* _Instructions for the task_: Starting with the line containing "Quick job: Build" and going on through the line containing "Input: one rendered", return the lines of the data below exactly, and only those.

___ Record set

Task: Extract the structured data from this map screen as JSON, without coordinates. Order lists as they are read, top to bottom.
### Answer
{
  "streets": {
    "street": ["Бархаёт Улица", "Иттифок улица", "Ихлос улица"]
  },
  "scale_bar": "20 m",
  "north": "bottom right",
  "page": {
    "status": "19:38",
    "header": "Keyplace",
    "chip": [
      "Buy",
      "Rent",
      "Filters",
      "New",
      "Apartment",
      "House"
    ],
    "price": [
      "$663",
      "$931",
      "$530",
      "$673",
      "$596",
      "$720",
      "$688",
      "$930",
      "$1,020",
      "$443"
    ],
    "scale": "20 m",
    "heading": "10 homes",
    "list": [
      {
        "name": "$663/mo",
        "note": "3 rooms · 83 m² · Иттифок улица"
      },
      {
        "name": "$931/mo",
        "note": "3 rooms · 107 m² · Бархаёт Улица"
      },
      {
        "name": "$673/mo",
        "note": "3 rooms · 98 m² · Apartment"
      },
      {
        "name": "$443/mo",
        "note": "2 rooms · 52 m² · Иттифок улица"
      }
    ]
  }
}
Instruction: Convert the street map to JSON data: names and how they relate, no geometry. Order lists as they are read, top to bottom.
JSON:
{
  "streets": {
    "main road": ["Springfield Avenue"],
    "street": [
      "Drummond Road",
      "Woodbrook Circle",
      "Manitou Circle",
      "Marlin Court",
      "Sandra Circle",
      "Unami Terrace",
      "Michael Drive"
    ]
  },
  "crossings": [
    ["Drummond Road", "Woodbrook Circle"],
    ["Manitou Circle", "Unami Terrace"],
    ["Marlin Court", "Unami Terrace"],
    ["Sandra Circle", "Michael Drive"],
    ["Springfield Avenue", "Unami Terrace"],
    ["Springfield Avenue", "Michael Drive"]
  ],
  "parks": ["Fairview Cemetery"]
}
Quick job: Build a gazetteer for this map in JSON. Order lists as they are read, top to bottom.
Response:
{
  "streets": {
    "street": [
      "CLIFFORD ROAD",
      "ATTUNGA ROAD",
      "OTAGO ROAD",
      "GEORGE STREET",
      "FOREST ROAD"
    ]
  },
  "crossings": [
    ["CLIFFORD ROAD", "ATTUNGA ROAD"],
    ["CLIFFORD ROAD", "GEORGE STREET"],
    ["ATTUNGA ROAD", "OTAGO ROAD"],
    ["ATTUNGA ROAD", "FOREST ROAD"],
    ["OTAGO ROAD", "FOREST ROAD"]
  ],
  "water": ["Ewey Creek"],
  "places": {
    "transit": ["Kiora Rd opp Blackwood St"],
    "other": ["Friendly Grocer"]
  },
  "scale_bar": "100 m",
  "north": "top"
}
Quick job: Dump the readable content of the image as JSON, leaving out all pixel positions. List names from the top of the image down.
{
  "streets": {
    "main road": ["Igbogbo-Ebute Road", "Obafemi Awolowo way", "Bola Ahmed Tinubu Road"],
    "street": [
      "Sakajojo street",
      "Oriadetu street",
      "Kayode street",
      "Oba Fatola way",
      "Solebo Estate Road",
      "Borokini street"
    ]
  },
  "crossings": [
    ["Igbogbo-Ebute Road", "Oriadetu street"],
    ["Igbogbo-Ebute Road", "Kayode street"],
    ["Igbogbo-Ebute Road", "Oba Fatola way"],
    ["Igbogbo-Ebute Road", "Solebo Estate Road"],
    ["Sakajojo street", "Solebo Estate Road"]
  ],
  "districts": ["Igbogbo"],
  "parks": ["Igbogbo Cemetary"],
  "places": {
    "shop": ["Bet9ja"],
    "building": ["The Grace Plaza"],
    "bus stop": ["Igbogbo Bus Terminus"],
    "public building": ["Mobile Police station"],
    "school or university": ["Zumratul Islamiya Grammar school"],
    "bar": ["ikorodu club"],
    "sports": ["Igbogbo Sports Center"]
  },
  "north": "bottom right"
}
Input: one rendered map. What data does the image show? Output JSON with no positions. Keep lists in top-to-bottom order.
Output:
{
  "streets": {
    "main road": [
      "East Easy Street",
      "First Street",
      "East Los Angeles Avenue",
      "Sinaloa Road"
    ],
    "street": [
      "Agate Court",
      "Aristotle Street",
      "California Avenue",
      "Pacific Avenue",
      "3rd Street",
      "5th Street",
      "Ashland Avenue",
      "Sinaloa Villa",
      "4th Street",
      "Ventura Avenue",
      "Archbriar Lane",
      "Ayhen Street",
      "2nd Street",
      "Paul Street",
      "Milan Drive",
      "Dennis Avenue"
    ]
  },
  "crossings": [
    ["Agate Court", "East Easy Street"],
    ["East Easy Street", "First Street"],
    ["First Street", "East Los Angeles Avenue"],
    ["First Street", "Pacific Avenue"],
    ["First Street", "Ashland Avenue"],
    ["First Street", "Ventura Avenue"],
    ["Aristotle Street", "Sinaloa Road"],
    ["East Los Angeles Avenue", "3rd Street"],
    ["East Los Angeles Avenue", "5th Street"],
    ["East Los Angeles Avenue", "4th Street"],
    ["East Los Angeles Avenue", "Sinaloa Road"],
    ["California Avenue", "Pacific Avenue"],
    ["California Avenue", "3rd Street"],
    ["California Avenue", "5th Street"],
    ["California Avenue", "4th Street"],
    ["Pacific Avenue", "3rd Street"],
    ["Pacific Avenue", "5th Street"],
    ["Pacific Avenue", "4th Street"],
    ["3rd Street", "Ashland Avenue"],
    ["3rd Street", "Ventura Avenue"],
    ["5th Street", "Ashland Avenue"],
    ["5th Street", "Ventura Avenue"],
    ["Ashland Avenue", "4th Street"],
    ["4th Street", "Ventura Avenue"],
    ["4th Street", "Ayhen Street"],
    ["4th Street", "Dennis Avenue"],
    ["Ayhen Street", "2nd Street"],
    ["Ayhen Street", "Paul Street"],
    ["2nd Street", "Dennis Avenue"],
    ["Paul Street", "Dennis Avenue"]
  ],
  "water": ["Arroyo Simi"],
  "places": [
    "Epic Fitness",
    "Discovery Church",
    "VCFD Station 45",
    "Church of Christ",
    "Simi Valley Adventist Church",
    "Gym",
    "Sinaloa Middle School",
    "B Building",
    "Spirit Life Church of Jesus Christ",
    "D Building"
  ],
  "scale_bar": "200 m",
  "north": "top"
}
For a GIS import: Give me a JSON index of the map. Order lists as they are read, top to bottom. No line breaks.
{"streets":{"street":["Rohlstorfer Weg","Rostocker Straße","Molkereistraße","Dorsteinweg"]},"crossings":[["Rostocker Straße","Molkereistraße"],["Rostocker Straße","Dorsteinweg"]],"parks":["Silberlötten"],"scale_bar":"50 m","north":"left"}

______

* _Answer space_:
Quick job: Build a gazetteer for this map in JSON. Order lists as they are read, top to bottom.
Response:
{
  "streets": {
    "street": [
      "CLIFFORD ROAD",
      "ATTUNGA ROAD",
      "OTAGO ROAD",
      "GEORGE STREET",
      "FOREST ROAD"
    ]
  },
  "crossings": [
    ["CLIFFORD ROAD", "ATTUNGA ROAD"],
    ["CLIFFORD ROAD", "GEORGE STREET"],
    ["ATTUNGA ROAD", "OTAGO ROAD"],
    ["ATTUNGA ROAD", "FOREST ROAD"],
    ["OTAGO ROAD", "FOREST ROAD"]
  ],
  "water": ["Ewey Creek"],
  "places": {
    "transit": ["Kiora Rd opp Blackwood St"],
    "other": ["Friendly Grocer"]
  },
  "scale_bar": "100 m",
  "north": "top"
}
Quick job: Dump the readable content of the image as JSON, leaving out all pixel positions. List names from the top of the image down.
{
  "streets": {
    "main road": ["Igbogbo-Ebute Road", "Obafemi Awolowo way", "Bola Ahmed Tinubu Road"],
    "street": [
      "Sakajojo street",
      "Oriadetu street",
      "Kayode street",
      "Oba Fatola way",
      "Solebo Estate Road",
      "Borokini street"
    ]
  },
  "crossings": [
    ["Igbogbo-Ebute Road", "Oriadetu street"],
    ["Igbogbo-Ebute Road", "Kayode street"],
    ["Igbogbo-Ebute Road", "Oba Fatola way"],
    ["Igbogbo-Ebute Road", "Solebo Estate Road"],
    ["Sakajojo street", "Solebo Estate Road"]
  ],
  "districts": ["Igbogbo"],
  "parks": ["Igbogbo Cemetary"],
  "places": {
    "shop": ["Bet9ja"],
    "building": ["The Grace Plaza"],
    "bus stop": ["Igbogbo Bus Terminus"],
    "public building": ["Mobile Police station"],
    "school or university": ["Zumratul Islamiya Grammar school"],
    "bar": ["ikorodu club"],
    "sports": ["Igbogbo Sports Center"]
  },
  "north": "bottom right"
}
Input: one rendered map. What data does the image show? Output JSON with no positions. Keep lists in top-to-bottom order.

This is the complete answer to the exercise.